Upgrade Series Feature Development

The “Upgrade Series” feature development is nearing general availability. If you would like to be able to test this feature while in development the following will get you started:

  • Ensure you are working at the tip of the development branch. The edge Snap can be installed via:

$ snap install --edge juju

  • Deploy a charm which implements the pre-series-upgrade and post-series-upgrade hooks. You can deploy cs:~ecjones/ubuntu-series-upgrade-0 which contains a minimal implementation for these hooks. Be sure to specify a series from which you can upgrade (of course, you won’t be able to upgrade from the latest supported series)

juju deploy cs:~ecjones/ubuntu-series-upgrade-0 --series xenial

  • Run the prepare command

juju upgrade-series prepare <machine> <series>

At this point you can run juju status and watch the pre upgrade charm hook run. You should also see the unit agents shut down (their init system services are stopped).

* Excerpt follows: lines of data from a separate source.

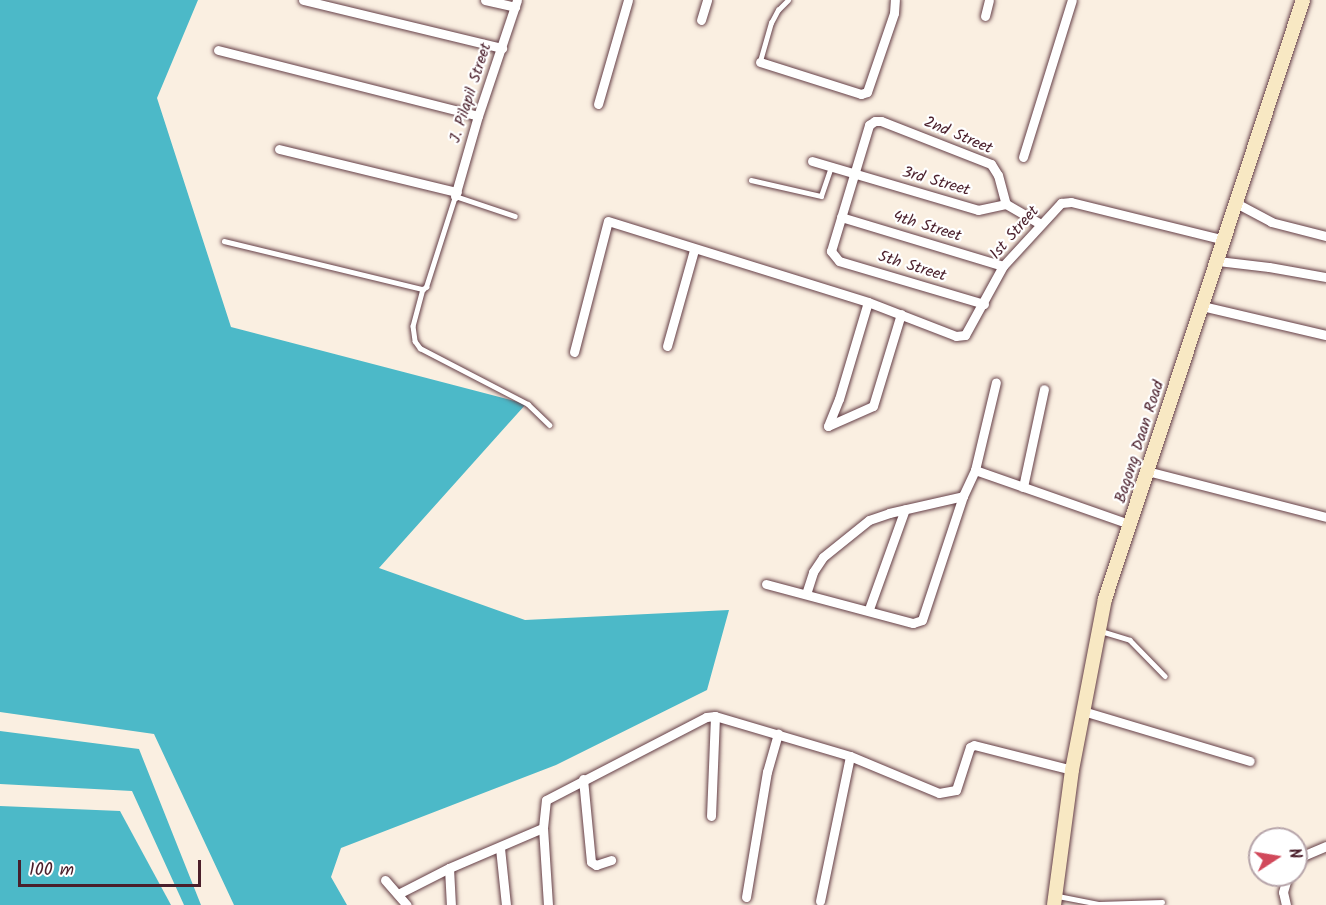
<!DOCTYPE html>
<html>
<head>
<meta charset="utf-8">
<style>
	body { margin:0 }
	#map { position:relative; width:1326px; height:905px; overflow:hidden; background:#faefe1; font-family:Kalam,sans-serif }
	div>[style] { position:absolute }
	[style*='--x'] { left:calc(var(--x)*1px); top:calc(var(--y)*1px); width:calc(var(--w)*1px); rotate:calc(var(--a)*1deg) }
	.water>* { inset:0; background:#4cb9c8 }
	.roads { filter:drop-shadow(0 0 2px #643e46) drop-shadow(0 0 2px #643e46) }
	.lane>* { height:4.5px; margin:-2.25px; padding:0 2.25px; transform-origin:2.25px; border-radius:2.25px; background:#fff }
	.street>* { height:9px; margin:-4.5px; padding:0 4.5px; transform-origin:4.5px; border-radius:4.5px; background:#fff }
	.secondary>* { height:14px; margin:-7px; padding:0 7px; transform-origin:7px; border-radius:7px; background:#f8e8c3 }
	span { translate:-50% -50%; white-space:nowrap; text-align:center; line-height:1.15; -webkit-text-stroke:4.5px #fff; paint-order:stroke }
	.street-label { font-size:16px; color:#4a1f2b }
	.north { position:absolute; left:1248px; top:827px; width:60px; height:60px; box-sizing:border-box; background:#fff; border:2px solid #b7a5aa; border-radius:50%; rotate:78deg; font-size:16px; font-weight:700; line-height:24px; text-align:center; color:#4a1f2b }
	.north::after { content:''; display:block; margin:auto; width:21px; height:27px; background:#d1495b; clip-path:polygon(50% 0,100% 100%,50% 72%,0 100%) }
	.scale { position:absolute; left:18px; top:860px; width:183px; height:27px; box-sizing:border-box; border:3px solid #4a1f2b; border-top:0; padding-left:8px; font-size:18px; line-height:21px; white-space:nowrap; color:#4a1f2b; -webkit-text-stroke:4px #fff; paint-order:stroke }
</style>
</head>
<body>
<div id="map">
	<div class="water">
		<i style="clip-path:polygon(0 0,198px 0,157px 98px,231px 327px,526px 404px,379px 568px,525px 620px,729px 610px,707px 690px,556px 765px,341px 848px,331px 877px,347px 905px,234px 905px,154px 734px,0 712px)"></i>
		<i style="clip-path:polygon(0 731px,139px 749px,201px 905px,184px 905px,132px 791px,0 784px)"></i>
		<i style="clip-path:polygon(0 806px,120px 811px,171px 905px,0 905px)"></i>
	</div>
	<div class="roads">
		<div class="lane">
			<i style="--x:760;--y:61;--w:40;--a:-74"></i>
			<i style="--x:771;--y:23;--w:15;--a:-62"></i>
			<i style="--x:778;--y:10;--w:14;--a:-45"></i>
			<i style="--x:751;--y:180;--w:72;--a:12.9"></i>
			<i style="--x:821;--y:196;--w:31;--a:-71"></i>
			<i style="--x:224;--y:241;--w:205;--a:13.6"></i>
			<i style="--x:423;--y:289;--w:4;--a:-34"></i>
			<i style="--x:426;--y:287;--w:96;--a:-72.3"></i>
			<i style="--x:455;--y:196;--w:63;--a:18.4"></i>
			<i style="--x:423;--y:289;--w:38;--a:105"></i>
			<i style="--x:413;--y:326;--w:15;--a:82"></i>
			<i style="--x:415;--y:341;--w:9;--a:54"></i>
			<i style="--x:420;--y:348;--w:122;--a:27.4"></i>
			<i style="--x:528;--y:404;--w:30;--a:44"></i>
			<i style="--x:1101;--y:631;--w:30;--a:17"></i>
			<i style="--x:1130;--y:640;--w:50;--a:45.8"></i>
			<i style="--x:1058;--y:896;--w:42;--a:11"></i>
			<i style="--x:1099;--y:904;--w:63;--a:-1.8"></i>
		</div>
		<div class="street">
			<i style="--x:303;--y:0;--w:205;--a:13.6"></i>
			<i style="--x:485;--y:0;--w:31;--a:13"></i>
			<i style="--x:985;--y:16;--w:16;--a:-76"></i>
			<i style="--x:701;--y:20;--w:21;--a:-73"></i>
			<i style="--x:218;--y:50;--w:268;--a:14.2"></i>
			<i style="--x:760;--y:62;--w:106;--a:17.6"></i>
			<i style="--x:861;--y:94;--w:6;--a:-18"></i>
			<i style="--x:867;--y:92;--w:83;--a:-71.1"></i>
			<i style="--x:894;--y:13;--w:13;--a:-86"></i>
			<i style="--x:598;--y:104;--w:108;--a:-73.9"></i>
			<i style="--x:279;--y:149;--w:183;--a:13.6"></i>
			<i style="--x:1023;--y:157;--w:164;--a:-72.7"></i>
			<i style="--x:812;--y:161;--w:173;--a:16.4"></i>
			<i style="--x:978;--y:210;--w:29;--a:-12"></i>
			<i style="--x:1006;--y:204;--w:39;--a:30"></i>
			<i style="--x:455;--y:196;--w:83;--a:-74"></i>
			<i style="--x:478;--y:116;--w:122;--a:-71.4"></i>
			<i style="--x:1236;--y:203;--w:40;--a:28"></i>
			<i style="--x:1271;--y:222;--w:57;--a:14.3"></i>
			<i style="--x:841;--y:217;--w:169;--a:16.8"></i>
			<i style="--x:1218;--y:261;--w:51;--a:6.7"></i>
			<i style="--x:1269;--y:267;--w:58;--a:10"></i>
			<i style="--x:984;--y:304;--w:151;--a:-163.5"></i>
			<i style="--x:839;--y:261;--w:13;--a:-129"></i>
			<i style="--x:831;--y:251;--w:132;--a:-73.2"></i>
			<i style="--x:869;--y:125;--w:7;--a:-34"></i>
			<i style="--x:875;--y:121;--w:6;--a:0"></i>
			<i style="--x:881;--y:121;--w:118;--a:21.4"></i>
			<i style="--x:991;--y:164;--w:13;--a:58"></i>
			<i style="--x:998;--y:175;--w:30;--a:75"></i>
			<i style="--x:1202;--y:306;--w:127;--a:13.2"></i>
			<i style="--x:667;--y:346;--w:100;--a:-74.3"></i>
			<i style="--x:574;--y:352;--w:135;--a:-75.5"></i>
			<i style="--x:608;--y:221;--w:272;--a:17.3"></i>
			<i style="--x:868;--y:302;--w:94;--a:21.1"></i>
			<i style="--x:956;--y:336;--w:9;--a:-6"></i>
			<i style="--x:965;--y:335;--w:79;--a:-61.2"></i>
			<i style="--x:1003;--y:266;--w:86;--a:-47.4"></i>
			<i style="--x:1061;--y:203;--w:10;--a:-6"></i>
			<i style="--x:1071;--y:202;--w:158;--a:13.9"></i>
			<i style="--x:828;--y:426;--w:49;--a:-24"></i>
			<i style="--x:873;--y:406;--w:96;--a:-73.1"></i>
			<i style="--x:828;--y:426;--w:29;--a:-68"></i>
			<i style="--x:839;--y:399;--w:101;--a:-73.4"></i>
			<i style="--x:975;--y:470;--w:163;--a:19.3"></i>
			<i style="--x:1147;--y:471;--w:185;--a:14.4"></i>
			<i style="--x:1023;--y:487;--w:100;--a:-77.9"></i>
			<i style="--x:766;--y:584;--w:152;--a:14.9"></i>
			<i style="--x:913;--y:623;--w:9;--a:-18"></i>
			<i style="--x:922;--y:620;--w:131;--a:-71.7"></i>
			<i style="--x:963;--y:496;--w:29;--a:-65"></i>
			<i style="--x:975;--y:470;--w:90;--a:-76.6"></i>
			<i style="--x:806;--y:594;--w:23;--a:-72"></i>
			<i style="--x:813;--y:572;--w:18;--a:-56"></i>
			<i style="--x:823;--y:557;--w:59;--a:-38.8"></i>
			<i style="--x:869;--y:520;--w:21;--a:-19"></i>
			<i style="--x:889;--y:513;--w:76;--a:-12.9"></i>
			<i style="--x:869;--y:609;--w:106;--a:-70.2"></i>
			<i style="--x:1083;--y:711;--w:174;--a:16.7"></i>
			<i style="--x:583;--y:779;--w:83;--a:84.5"></i>
			<i style="--x:591;--y:862;--w:6;--a:31"></i>
			<i style="--x:596;--y:865;--w:16;--a:-18"></i>
			<i style="--x:711;--y:816;--w:100;--a:-87.7"></i>
			<i style="--x:500;--y:848;--w:57;--a:84"></i>
			<i style="--x:1296;--y:863;--w:12;--a:-42"></i>
			<i style="--x:1305;--y:855;--w:23;--a:-23"></i>
			<i style="--x:449;--y:868;--w:37;--a:87"></i>
			<i style="--x:385;--y:880;--w:33;--a:49"></i>
			<i style="--x:398;--y:894;--w:57;--a:-27"></i>
			<i style="--x:449;--y:868;--w:102;--a:-23.1"></i>
			<i style="--x:746;--y:897;--w:127;--a:-80.5"></i>
			<i style="--x:767;--y:772;--w:40;--a:-74"></i>
			<i style="--x:820;--y:901;--w:148;--a:-78.3"></i>
			<i style="--x:548;--y:905;--w:77;--a:-93.7"></i>
			<i style="--x:543;--y:828;--w:28;--a:-84"></i>
			<i style="--x:546;--y:800;--w:180;--a:-27.4"></i>
			<i style="--x:706;--y:717;--w:9;--a:-6"></i>
			<i style="--x:715;--y:716;--w:141;--a:16.5"></i>
			<i style="--x:850;--y:756;--w:96;--a:22.6"></i>
			<i style="--x:939;--y:793;--w:17;--a:-10"></i>
			<i style="--x:956;--y:790;--w:45;--a:-72"></i>
			<i style="--x:970;--y:747;--w:4;--a:-27"></i>
			<i style="--x:974;--y:745;--w:101;--a:14.3"></i>
			<i style="--x:1286;--y:905;--w:13;--a:-103"></i>
			<i style="--x:1283;--y:892;--w:18;--a:-74"></i>
		</div>
		<div class="secondary">
			<i style="--x:1054;--y:905;--w:136;--a:-82.4"></i>
			<i style="--x:1072;--y:770;--w:174;--a:-79.1"></i>
			<i style="--x:1105;--y:599;--w:631;--a:-71.71"></i>
		</div>
	</div>
	<div class="street-label">
		<span style="left:471px;top:93px;rotate:-72deg">J. Pilapil Street</span>
		<span style="left:958px;top:136px;rotate:23deg">2nd Street</span>
		<span style="left:936px;top:182px;rotate:16deg">3rd Street</span>
		<span style="left:927px;top:227px;rotate:17deg">4th Street</span>
		<span style="left:1015px;top:233px;rotate:-49deg">1st Street</span>
		<span style="left:912px;top:267px;rotate:17deg">5th Street</span>
		<span style="left:1140px;top:442px;rotate:-72deg">Bagong Daan Road</span>
	</div>
	<div class="north">N</div>
	<div class="scale">100 m</div>
</div>
</body>
</html>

Currently, this is not very pretty from a juju status perspective since juju status reports that it has lost connection to its application units and nothing more.

  • Once the hook completes and the units are shut down (lost connection) try the complete command

juju upgrade-series complete <machine>

juju status should reveal that the units have started back up and have established connectivity.

  • Both hooks should have run to completion without issue

The test charm above implements the pre-series-upgrade and post-series-upgrade hooks. Currently the hooks are implemented to idle (sleep) for 2 minutes. This will give you chance to inspect the status of the running application to ensure that all is functioning as you would expect.

If I understand correctly, any interactions with <machine> between prepare and complete steps should be rejected?

@veebers, your thinking would be correct but the actual prevention of machine operations during the upgrade process has not yet been implemented.

1 Like

Hi,

I have a few doubts about upgrade-series.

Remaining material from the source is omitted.